Nothing outside the range below should be printed. Output exactly the lines from the line with "const c = document.querySelector('canvas').getContext('2d');" to the line with "const toPath = rows", both included.
==== Data excerpts ====
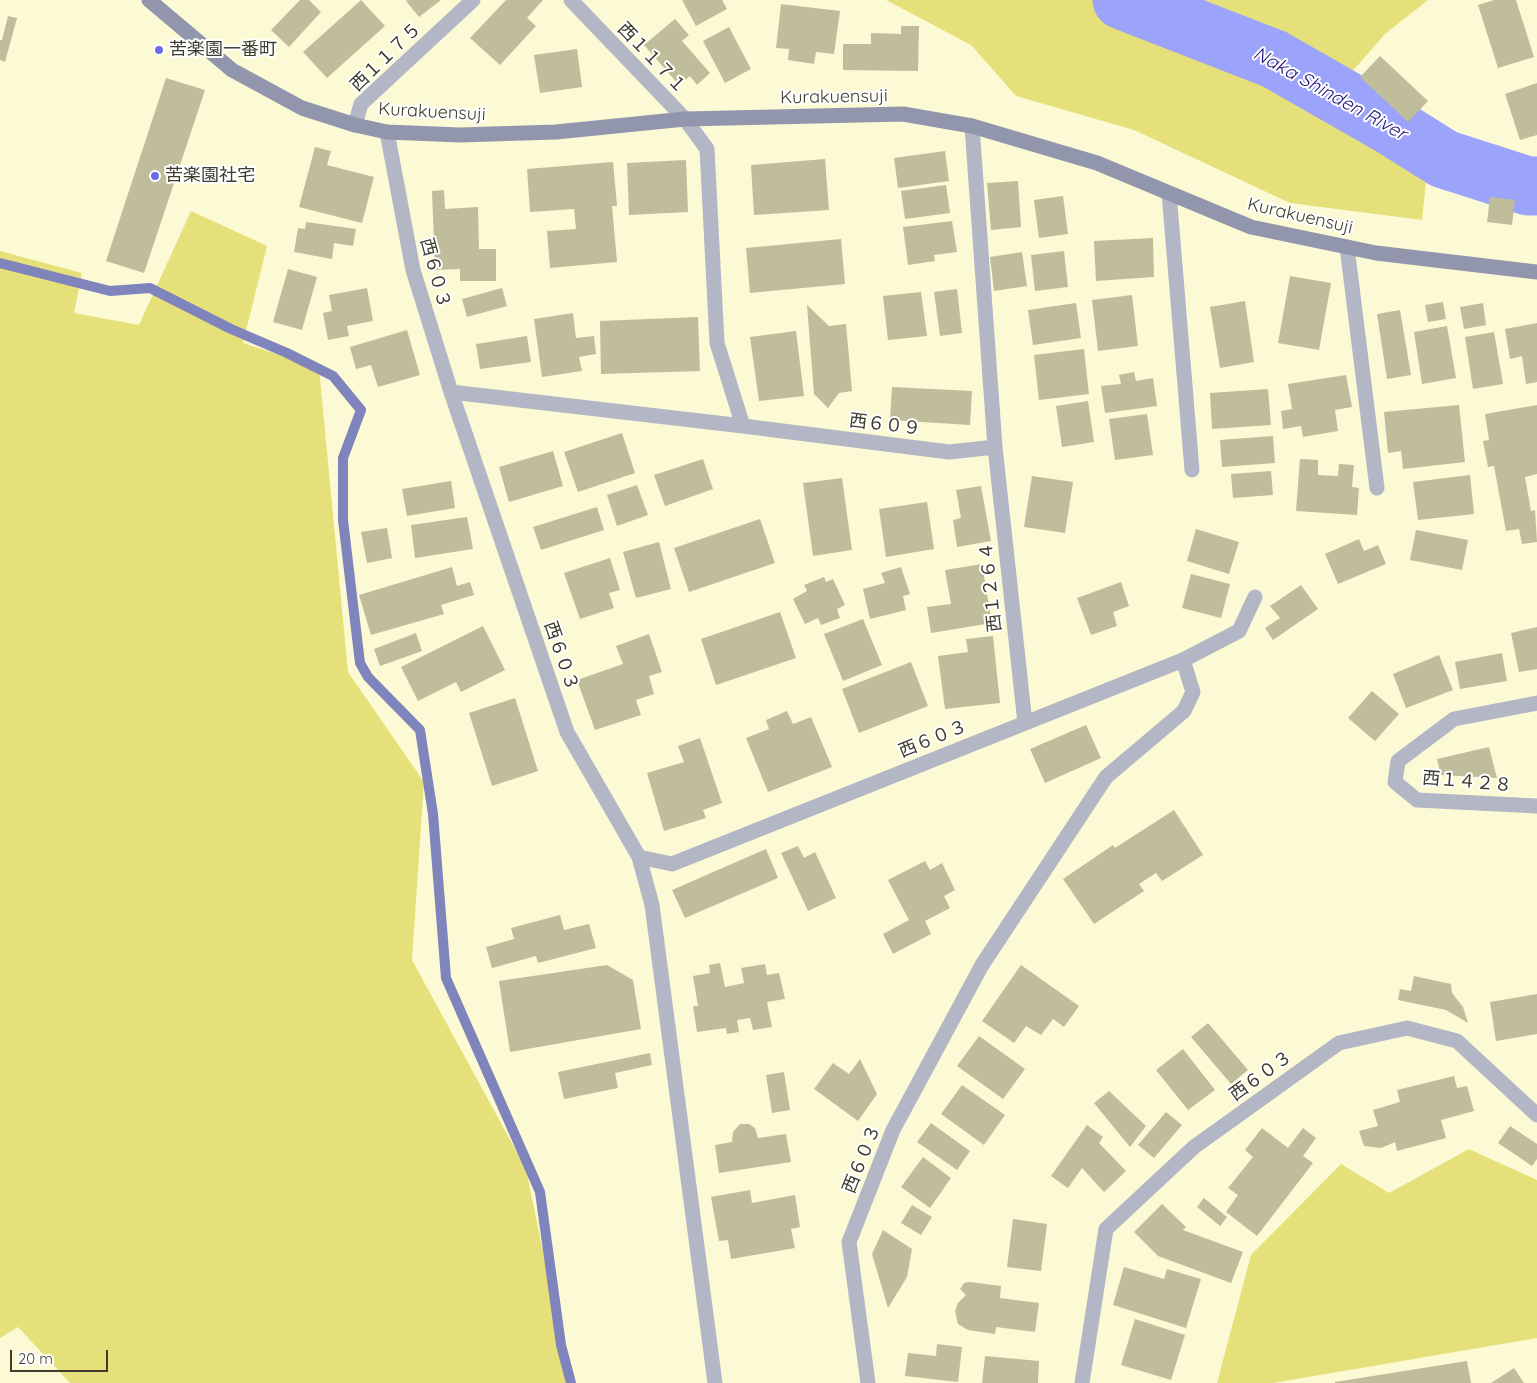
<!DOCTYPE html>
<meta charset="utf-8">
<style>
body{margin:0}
#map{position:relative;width:1537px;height:1383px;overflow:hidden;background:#fbfad4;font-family:Quicksand,sans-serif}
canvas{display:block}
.scale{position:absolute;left:10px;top:1350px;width:98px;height:22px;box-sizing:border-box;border:2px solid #3d3c2d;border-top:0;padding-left:6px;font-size:15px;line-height:18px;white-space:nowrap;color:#3d3c2d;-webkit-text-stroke:4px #fff;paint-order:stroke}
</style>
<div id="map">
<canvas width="1537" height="1383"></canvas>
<div class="scale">20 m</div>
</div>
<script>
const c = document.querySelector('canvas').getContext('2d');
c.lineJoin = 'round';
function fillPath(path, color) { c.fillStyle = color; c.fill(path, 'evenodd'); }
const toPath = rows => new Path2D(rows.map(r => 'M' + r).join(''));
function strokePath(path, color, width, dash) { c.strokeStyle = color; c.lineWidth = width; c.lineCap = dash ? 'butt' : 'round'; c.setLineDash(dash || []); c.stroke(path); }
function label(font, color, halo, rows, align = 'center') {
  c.font = font + ' Quicksand,"Noto Sans JP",sans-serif'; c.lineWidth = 4; c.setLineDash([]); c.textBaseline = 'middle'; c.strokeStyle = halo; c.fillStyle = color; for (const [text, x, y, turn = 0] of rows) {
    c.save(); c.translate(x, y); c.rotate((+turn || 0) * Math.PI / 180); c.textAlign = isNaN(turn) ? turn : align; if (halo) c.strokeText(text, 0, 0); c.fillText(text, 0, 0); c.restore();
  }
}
const green = toPath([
 [886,0,1428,0,1385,34,1336,90,1427,173,1422,220,1290,203,1134,130,1016,96,971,45],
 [191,211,267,246,243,343,319,368,348,672,424,782,412,960,526,1169,570,1383,70,1383,18,1327,0,1338,0,251,82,273,74,313,139,325],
 [1469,1149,1537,1180,1537,1338,1273,1383,1217,1383,1251,1255,1341,1164,1389,1193]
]);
const stream = toPath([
 [0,263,110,291,150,288,231,329,287,353,333,376,361,410,343,458,343,520,360,663,368,677,420,730,433,814,446,978,540,1192,561,1345,571,1383]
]);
const river = toPath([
 [1122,0,1274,59,1393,127,1444,159,1528,186,1537,186]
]);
const building = toPath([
 [300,0,309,0,321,12,289,47,271,30],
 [361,0,385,26,327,78,303,52],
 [408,0,441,0,419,17,406,1],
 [506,0,543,0,527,18,536,26,500,65,470,38],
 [682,0,722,0,727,9,696,26],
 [1494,0,1516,0,1534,57,1498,68,1478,5],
 [781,4,840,11,834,54,816,52,814,64,788,60,789,49,776,48],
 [8,16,17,18,5,62,0,60,0,40,2,40],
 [675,19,689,35,682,41,710,73,697,85,690,76,679,85,644,45],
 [901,26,919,26,918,71,843,70,843,44,871,44,871,33,901,34],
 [729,27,751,69,725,83,703,41],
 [577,49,582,87,540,93,534,55],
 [1380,56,1428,101,1408,122,1360,77],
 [166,78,205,90,144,273,106,261],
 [1537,83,1537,135,1520,140,1505,94],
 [315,147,331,151,327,165,374,177,362,223,299,207],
 [945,151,949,181,898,188,894,158],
 [825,159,829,210,754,215,751,165],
 [686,160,688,212,629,215,627,163],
 [613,162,617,206,612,206,617,262,550,268,547,231,576,229,574,209,530,212,527,169],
 [1018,181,1021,227,991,230,987,183],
 [946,185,950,213,905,219,901,191],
 [444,190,445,209,478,207,479,249,496,249,496,281,460,281,460,269,435,270,432,191],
 [1063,196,1068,234,1039,238,1034,200],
 [1490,197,1515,200,1512,225,1487,222],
 [952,221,957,252,934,255,935,261,908,265,903,227],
 [306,222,356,229,353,246,334,243,332,259,294,252,298,228,305,229],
 [1153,238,1154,277,1096,281,1094,241],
 [841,239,845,284,750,293,746,248],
 [1064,251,1068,287,1035,291,1031,255],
 [1022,252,1027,286,994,291,990,257],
 [288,269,317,277,302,330,273,322],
 [1290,276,1331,283,1319,350,1278,343],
 [367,288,373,321,347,326,349,336,328,340,323,313,332,311,329,295],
 [502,288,507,306,467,317,462,299],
 [957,289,962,333,940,336,934,292],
 [921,292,927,336,888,340,883,296],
 [1132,295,1138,346,1098,351,1092,300],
 [1245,301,1254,362,1220,368,1210,307],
 [1443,302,1446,319,1428,322,1425,305],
 [1076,303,1081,338,1033,345,1028,310],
 [1483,303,1486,325,1464,329,1460,307],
 [807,305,829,326,846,324,852,391,839,393,828,408,814,394],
 [1400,310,1411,375,1387,379,1377,314],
 [573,313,576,338,594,336,596,354,579,357,582,371,542,377,534,319],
 [698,317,700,371,601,374,600,321],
 [1537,323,1537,382,1526,384,1522,356,1510,359,1505,329],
 [1447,326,1456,378,1422,384,1414,332],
 [407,330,420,375,378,387,371,365,356,369,350,347],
 [796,331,804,396,759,401,750,337],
 [1494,332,1503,384,1473,389,1465,337],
 [527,336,531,362,480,369,476,344],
 [1084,349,1089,394,1039,400,1034,355],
 [1134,372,1136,381,1153,378,1157,406,1105,413,1101,386,1121,384,1119,375],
 [1346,375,1352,407,1335,410,1338,431,1303,437,1301,426,1283,429,1281,411,1292,409,1288,384],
 [892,387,972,391,970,425,890,420],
 [1268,389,1271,425,1212,429,1210,393],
 [1088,401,1094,442,1062,447,1056,406],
 [1459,405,1465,462,1403,469,1401,451,1388,453,1384,412],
 [1537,405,1537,474,1525,477,1531,511,1535,510,1537,542,1522,544,1519,529,1506,531,1494,466,1488,467,1483,441,1489,440,1485,414],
 [1147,414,1153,455,1115,460,1109,419],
 [622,433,635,473,578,492,564,452],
 [1273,436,1275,463,1222,467,1220,440],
 [553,451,563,486,509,502,499,467],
 [703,459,713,489,665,506,654,475],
 [1300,459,1318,460,1318,475,1338,476,1339,464,1354,465,1352,487,1359,488,1357,515,1296,511],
 [1271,471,1273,495,1233,498,1231,474],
 [1470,475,1474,514,1418,520,1413,482],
 [1032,476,1073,482,1065,533,1024,527],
 [842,478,852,550,813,556,803,483],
 [451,481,455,508,407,516,402,489],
 [637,485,648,515,617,526,607,495],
 [981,486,991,541,957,547,953,520,961,518,956,490],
 [927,502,934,549,886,557,879,509],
 [597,507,604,530,541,550,533,527],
 [467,517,473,549,415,558,411,525],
 [760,519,775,563,689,592,674,548],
 [387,528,392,558,367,563,361,532],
 [1196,529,1239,542,1229,574,1187,561],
 [1416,530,1468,540,1462,570,1410,560],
 [1359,539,1364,551,1378,545,1386,564,1338,584,1325,554],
 [659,542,671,589,636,598,623,552],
 [610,558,620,590,609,593,614,608,580,619,564,573],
 [982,564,992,623,931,633,927,607,951,604,945,570],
 [452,567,457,586,470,582,474,595,441,605,444,614,371,635,359,595],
 [901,567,910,594,903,596,906,610,870,619,863,589,885,583,881,573],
 [1191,574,1230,584,1221,618,1182,608],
 [824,577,826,582,833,579,845,605,837,609,840,618,821,625,818,618,805,624,793,599,807,591,804,585],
 [1121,582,1129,606,1113,612,1117,626,1091,635,1077,598],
 [1301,585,1318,609,1273,640,1265,628,1280,618,1270,606],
 [780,612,796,658,716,685,701,639],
 [863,619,882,665,843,681,824,634],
 [483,626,505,670,461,692,456,682,418,701,401,667],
 [1537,627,1537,669,1519,672,1511,633],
 [416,633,422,651,380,666,374,649],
 [649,634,662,672,649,676,654,694,636,700,641,715,595,730,577,680,623,664,616,646],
 [993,636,1000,703,945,709,938,656,968,652,966,639],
 [1502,653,1507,681,1460,689,1455,662],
 [1439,655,1453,690,1406,708,1393,674],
 [911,662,928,706,859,733,842,689],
 [1372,691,1399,714,1375,741,1348,718],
 [515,698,538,771,492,786,469,713],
 [787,711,793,724,811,717,832,767,768,792,746,738,769,729,766,720],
 [1086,725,1101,758,1045,783,1030,749],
 [700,738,722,803,703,810,706,818,664,831,647,773,684,762,678,746],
 [1489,747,1497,778,1441,775,1437,759],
 [1174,810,1203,855,1162,881,1156,873,1139,884,1144,891,1094,924,1063,879,1113,845,1115,848],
 [798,846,804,858,815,852,836,898,808,911,781,853],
 [766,849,778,878,685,918,672,890],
 [925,861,930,870,942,863,955,890,944,896,950,908,925,921,931,934,893,954,883,934,909,920,888,880],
 [560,915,564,930,589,924,596,948,538,963,536,956,492,968,486,947,514,939,511,928],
 [720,963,725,987,744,983,741,968,765,964,767,975,779,973,785,999,767,1002,772,1027,753,1030,750,1018,737,1020,739,1032,727,1034,726,1028,697,1032,693,1006,698,1006,693,976,710,973,709,965],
 [607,965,633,980,641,1029,510,1052,499,981],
 [1021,965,1079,1006,1064,1027,1053,1019,1041,1035,1026,1026,1014,1043,982,1021],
 [1414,976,1451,984,1452,993,1463,1007,1468,1023,1446,1010,1398,1000,1400,989,1411,991],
 [1537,994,1537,1034,1496,1041,1490,1002],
 [1208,1023,1248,1070,1231,1084,1191,1037],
 [979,1036,1025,1069,1003,1099,957,1066],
 [1183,1049,1215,1090,1188,1110,1156,1070],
 [650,1053,652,1065,615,1073,618,1088,564,1099,558,1072],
 [860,1059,877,1094,858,1121,814,1089,833,1063,849,1074],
 [784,1072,790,1110,772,1113,766,1075],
 [1454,1076,1457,1088,1467,1086,1474,1111,1441,1120,1446,1138,1397,1151,1395,1142,1381,1148,1364,1146,1359,1131,1378,1126,1373,1110,1400,1102,1397,1090],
 [962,1085,1005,1115,984,1145,941,1114],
 [1109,1091,1146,1126,1130,1147,1094,1103],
 [1166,1112,1182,1125,1154,1158,1138,1145],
 [931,1123,970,1151,957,1170,917,1142],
 [740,1124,749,1124,755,1128,758,1138,786,1134,791,1162,719,1173,715,1145,732,1142,733,1132],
 [1087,1125,1103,1137,1099,1143,1126,1171,1104,1192,1082,1168,1068,1188,1051,1176],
 [1510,1126,1537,1144,1537,1159,1532,1166,1498,1143],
 [1262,1128,1288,1148,1303,1128,1316,1138,1303,1156,1313,1163,1257,1236,1226,1212,1238,1195,1228,1188,1253,1157,1245,1150],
 [923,1157,951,1178,930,1208,901,1187],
 [750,1190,752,1203,795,1195,800,1227,791,1229,795,1248,731,1259,728,1240,719,1241,711,1197],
 [1204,1198,1227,1217,1220,1226,1197,1207],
 [1162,1204,1186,1227,1183,1230,1243,1252,1231,1283,1158,1256,1134,1232],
 [912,1205,932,1217,921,1235,901,1223],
 [1013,1219,1047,1224,1041,1271,1007,1267],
 [883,1230,912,1249,907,1277,888,1308,872,1254],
 [1124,1267,1164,1279,1167,1269,1201,1279,1186,1328,1113,1305],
 [970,1282,1001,1286,1000,1298,1039,1303,1035,1332,996,1327,995,1334,968,1330,958,1324,955,1311,958,1303,966,1295,960,1289,964,1283],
 [1135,1319,1185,1335,1171,1380,1121,1365],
 [937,1344,962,1347,958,1382,905,1376,908,1353,936,1356],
 [985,1356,1039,1361,1038,1383,982,1383],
 [1467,1361,1471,1383,1335,1383,1335,1382],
 [1514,1368,1524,1383,1491,1383]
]);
const street = toPath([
 [571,0,685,119,707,149,717,343,743,426],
 [355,125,361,104,473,0],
 [387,132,413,270,451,392,567,732,639,857,672,864,1183,660,1193,692,1184,711,1106,777,982,965,893,1130,849,1242,868,1383],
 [1169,193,1192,470],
 [1347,247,1377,488],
 [451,392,743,426,949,452,995,447,972,126],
 [995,447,1025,723],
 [1183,660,1239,631,1255,597],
 [1537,703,1454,719,1398,761,1395,782,1417,800,1537,806],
 [639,857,652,905,715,1383],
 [1082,1383,1106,1229,1194,1147,1339,1043,1407,1028,1457,1041,1537,1115]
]);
const secondary = toPath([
 [149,0,232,70,302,108,355,125,387,132,460,135,556,132,685,119,903,114,972,126,1097,163,1251,227,1376,253,1537,272]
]);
const markers = [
 [159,50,5,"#6b6be5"],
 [155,176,5,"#6b6be5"]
];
const poiNames = [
 ["苦楽園一番町",169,50],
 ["苦楽園社宅",165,176]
];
const streetNames = [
 ["西１１７５",386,57,-44],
 ["西１１７１",652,58,46],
 ["Kurakuensuji",834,97,-1],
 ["Kurakuensuji",432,112,3],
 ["Kurakuensuji",1300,216,13],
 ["西６０３",435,273,75],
 ["西６０９",885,425,7],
 ["西１２６４",991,587,-96],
 ["西６０３",561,656,71],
 ["西６０３",933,739,-22],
 ["西１４２８",1467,782,5],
 ["西６０３",1261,1076,-36],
 ["西６０３",862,1159,-68]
];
const waterNames = [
 ["Naka Shinden River",1330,94,29]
];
fillPath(green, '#e6e07b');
strokePath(stream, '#7f84bc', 10);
strokePath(river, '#9ba3fa', 59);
fillPath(building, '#c0be9a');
strokePath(street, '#b3b6c5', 15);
strokePath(secondary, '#9296ac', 15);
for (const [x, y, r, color] of markers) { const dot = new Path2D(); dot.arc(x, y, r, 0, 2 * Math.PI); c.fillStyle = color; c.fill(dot); strokePath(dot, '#fff', 2); }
label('18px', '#3d3c2d', '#fff', poiNames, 'left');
label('18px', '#3d3c2d', '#fff', streetNames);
label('italic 19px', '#27187b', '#fff', waterNames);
</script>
====
### [Exercise result]
const c = document.querySelector('canvas').getContext('2d');
c.lineJoin = 'round';
function fillPath(path, color) { c.fillStyle = color; c.fill(path, 'evenodd'); }
const toPath = rows => new Path2D(rows.map(r => 'M' + r).join(''));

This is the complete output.